Quote the listing below in its entirety, omitting every image.
[Data for the task — start]
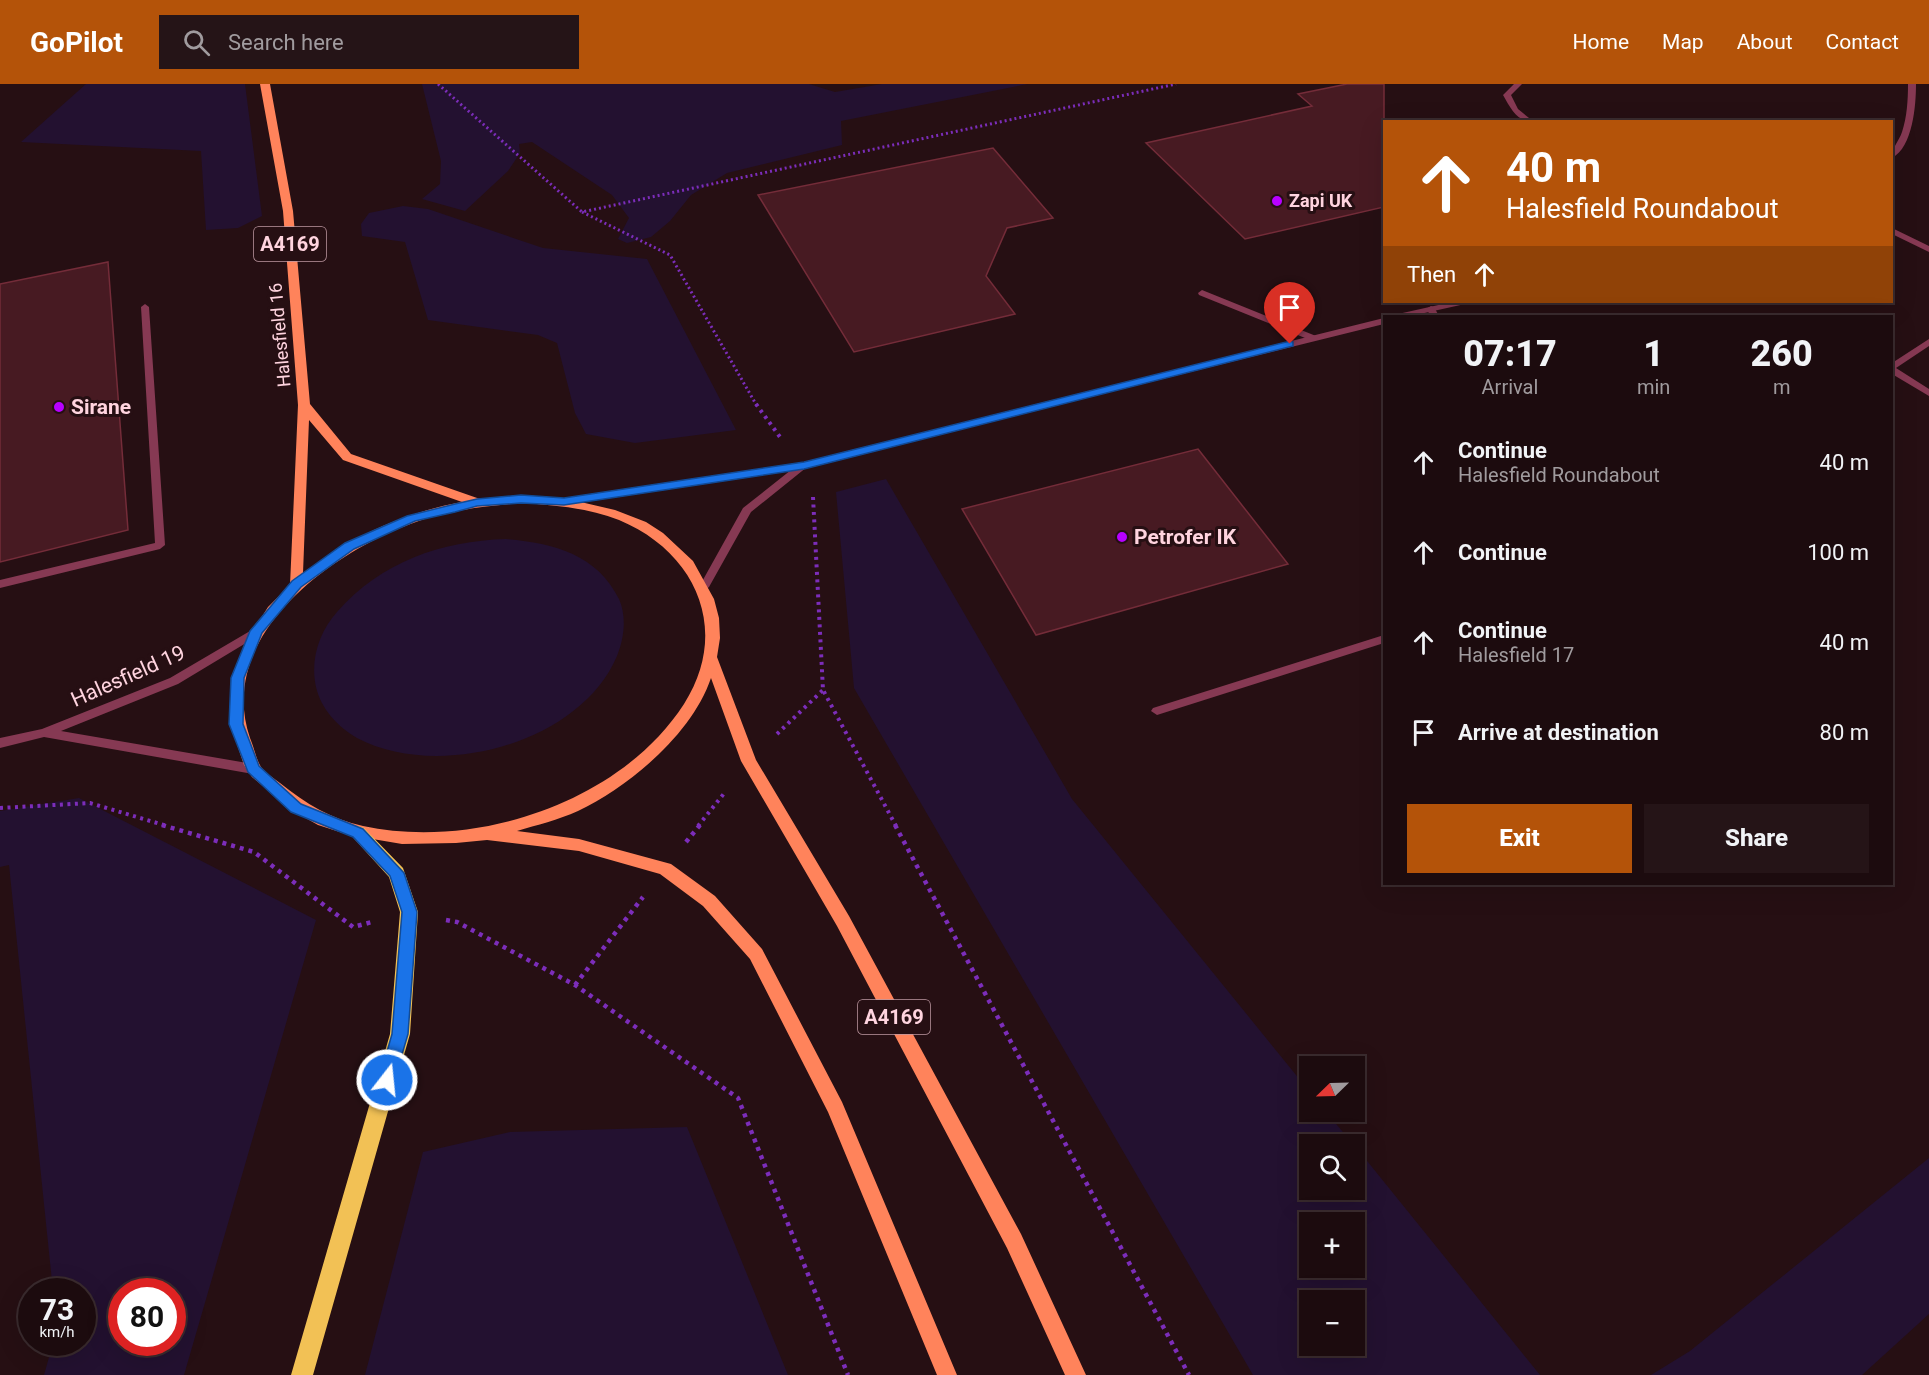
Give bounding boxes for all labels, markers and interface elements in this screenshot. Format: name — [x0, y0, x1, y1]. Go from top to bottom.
search box — [159, 15, 579, 69]
text: GoPilot — [30, 26, 123, 59]
icon: search — [180, 26, 213, 59]
text: Search here — [228, 30, 344, 55]
text: Home — [1573, 30, 1629, 54]
text: Map — [1662, 30, 1704, 54]
text: About — [1737, 30, 1793, 54]
text: Contact — [1826, 30, 1899, 54]
text: 40 m — [1506, 143, 1601, 192]
icon: ahead — [1407, 144, 1485, 222]
place label: Zapi UK — [1289, 190, 1353, 211]
text: Halesfield Roundabout — [1506, 193, 1779, 225]
marker: Zapi UK — [1270, 194, 1284, 208]
road number: A4169 — [254, 227, 326, 261]
icon: ahead — [1468, 258, 1501, 291]
text: Then — [1407, 262, 1456, 287]
street label: Halesfield 16 — [264, 282, 295, 388]
pin — [1264, 282, 1315, 344]
icon: arrive — [1273, 291, 1306, 324]
text: 07:17 — [1463, 333, 1557, 375]
text: 1 — [1643, 333, 1664, 375]
text: 260 — [1751, 333, 1813, 375]
text: Arrival — [1482, 375, 1538, 399]
text: min — [1637, 375, 1670, 399]
text: m — [1773, 375, 1790, 399]
place label: Sirane — [71, 395, 131, 419]
marker: Sirane — [52, 400, 66, 414]
text: Continue — [1458, 438, 1547, 463]
icon: ahead — [1407, 446, 1440, 479]
text: 40 m — [1820, 450, 1869, 475]
text: Halesfield Roundabout — [1458, 463, 1660, 487]
place label: Petrofer IK — [1134, 525, 1237, 549]
marker: Petrofer IK — [1115, 530, 1129, 544]
icon: ahead — [1407, 536, 1440, 569]
text: Continue — [1458, 540, 1547, 565]
text: 100 m — [1807, 540, 1869, 565]
text: Continue — [1458, 618, 1547, 643]
icon: ahead — [1407, 626, 1440, 659]
text: 40 m — [1820, 630, 1869, 655]
street label: Halesfield 19 — [67, 640, 189, 712]
text: Halesfield 17 — [1458, 643, 1574, 667]
icon: arrive — [1407, 716, 1440, 749]
text: Arrive at destination — [1458, 720, 1659, 745]
text: 80 m — [1820, 720, 1869, 745]
button: Exit — [1407, 804, 1632, 873]
button: Share — [1644, 804, 1869, 873]
road number: A4169 — [858, 1000, 930, 1034]
position arrow — [355, 1048, 419, 1112]
north arrow — [1299, 1056, 1365, 1122]
map controls — [1299, 1056, 1365, 1356]
button: search — [1299, 1134, 1365, 1200]
button: + — [1299, 1212, 1365, 1278]
speed limit sign: 80 — [108, 1278, 186, 1356]
button: − — [1299, 1290, 1365, 1356]
text: 73 — [40, 1292, 74, 1327]
text: km/h — [39, 1323, 75, 1341]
[Data for the task — finish]
**Exercise solution:**
Give bounding boxes for all labels, markers and interface elements in this screenshot. Format: name — [x0, y0, x1, y1]. Go from top to bottom.
search box — [159, 15, 579, 69]
text: GoPilot — [30, 26, 123, 59]
icon: search — [180, 26, 213, 59]
text: Search here — [228, 30, 344, 55]
text: Home — [1573, 30, 1629, 54]
text: Map — [1662, 30, 1704, 54]
text: About — [1737, 30, 1793, 54]
text: Contact — [1826, 30, 1899, 54]
text: 40 m — [1506, 143, 1601, 192]
icon: ahead — [1407, 144, 1485, 222]
place label: Zapi UK — [1289, 190, 1353, 211]
text: Halesfield Roundabout — [1506, 193, 1779, 225]
marker: Zapi UK — [1270, 194, 1284, 208]
road number: A4169 — [254, 227, 326, 261]
icon: ahead — [1468, 258, 1501, 291]
text: Then — [1407, 262, 1456, 287]
street label: Halesfield 16 — [264, 282, 295, 388]
pin — [1264, 282, 1315, 344]
icon: arrive — [1273, 291, 1306, 324]
text: 07:17 — [1463, 333, 1557, 375]
text: 1 — [1643, 333, 1664, 375]
text: 260 — [1751, 333, 1813, 375]
text: Arrival — [1482, 375, 1538, 399]
text: min — [1637, 375, 1670, 399]
text: m — [1773, 375, 1790, 399]
place label: Sirane — [71, 395, 131, 419]
marker: Sirane — [52, 400, 66, 414]
text: Continue — [1458, 438, 1547, 463]
icon: ahead — [1407, 446, 1440, 479]
text: 40 m — [1820, 450, 1869, 475]
text: Halesfield Roundabout — [1458, 463, 1660, 487]
place label: Petrofer IK — [1134, 525, 1237, 549]
marker: Petrofer IK — [1115, 530, 1129, 544]
icon: ahead — [1407, 536, 1440, 569]
text: Continue — [1458, 540, 1547, 565]
text: 100 m — [1807, 540, 1869, 565]
text: Continue — [1458, 618, 1547, 643]
icon: ahead — [1407, 626, 1440, 659]
text: 40 m — [1820, 630, 1869, 655]
street label: Halesfield 19 — [67, 640, 189, 712]
text: Halesfield 17 — [1458, 643, 1574, 667]
icon: arrive — [1407, 716, 1440, 749]
text: Arrive at destination — [1458, 720, 1659, 745]
text: 80 m — [1820, 720, 1869, 745]
button: Exit — [1407, 804, 1632, 873]
button: Share — [1644, 804, 1869, 873]
road number: A4169 — [858, 1000, 930, 1034]
position arrow — [355, 1048, 419, 1112]
north arrow — [1299, 1056, 1365, 1122]
map controls — [1299, 1056, 1365, 1356]
button: search — [1299, 1134, 1365, 1200]
button: + — [1299, 1212, 1365, 1278]
speed limit sign: 80 — [108, 1278, 186, 1356]
button: − — [1299, 1290, 1365, 1356]
text: 73 — [40, 1292, 74, 1327]
text: km/h — [39, 1323, 75, 1341]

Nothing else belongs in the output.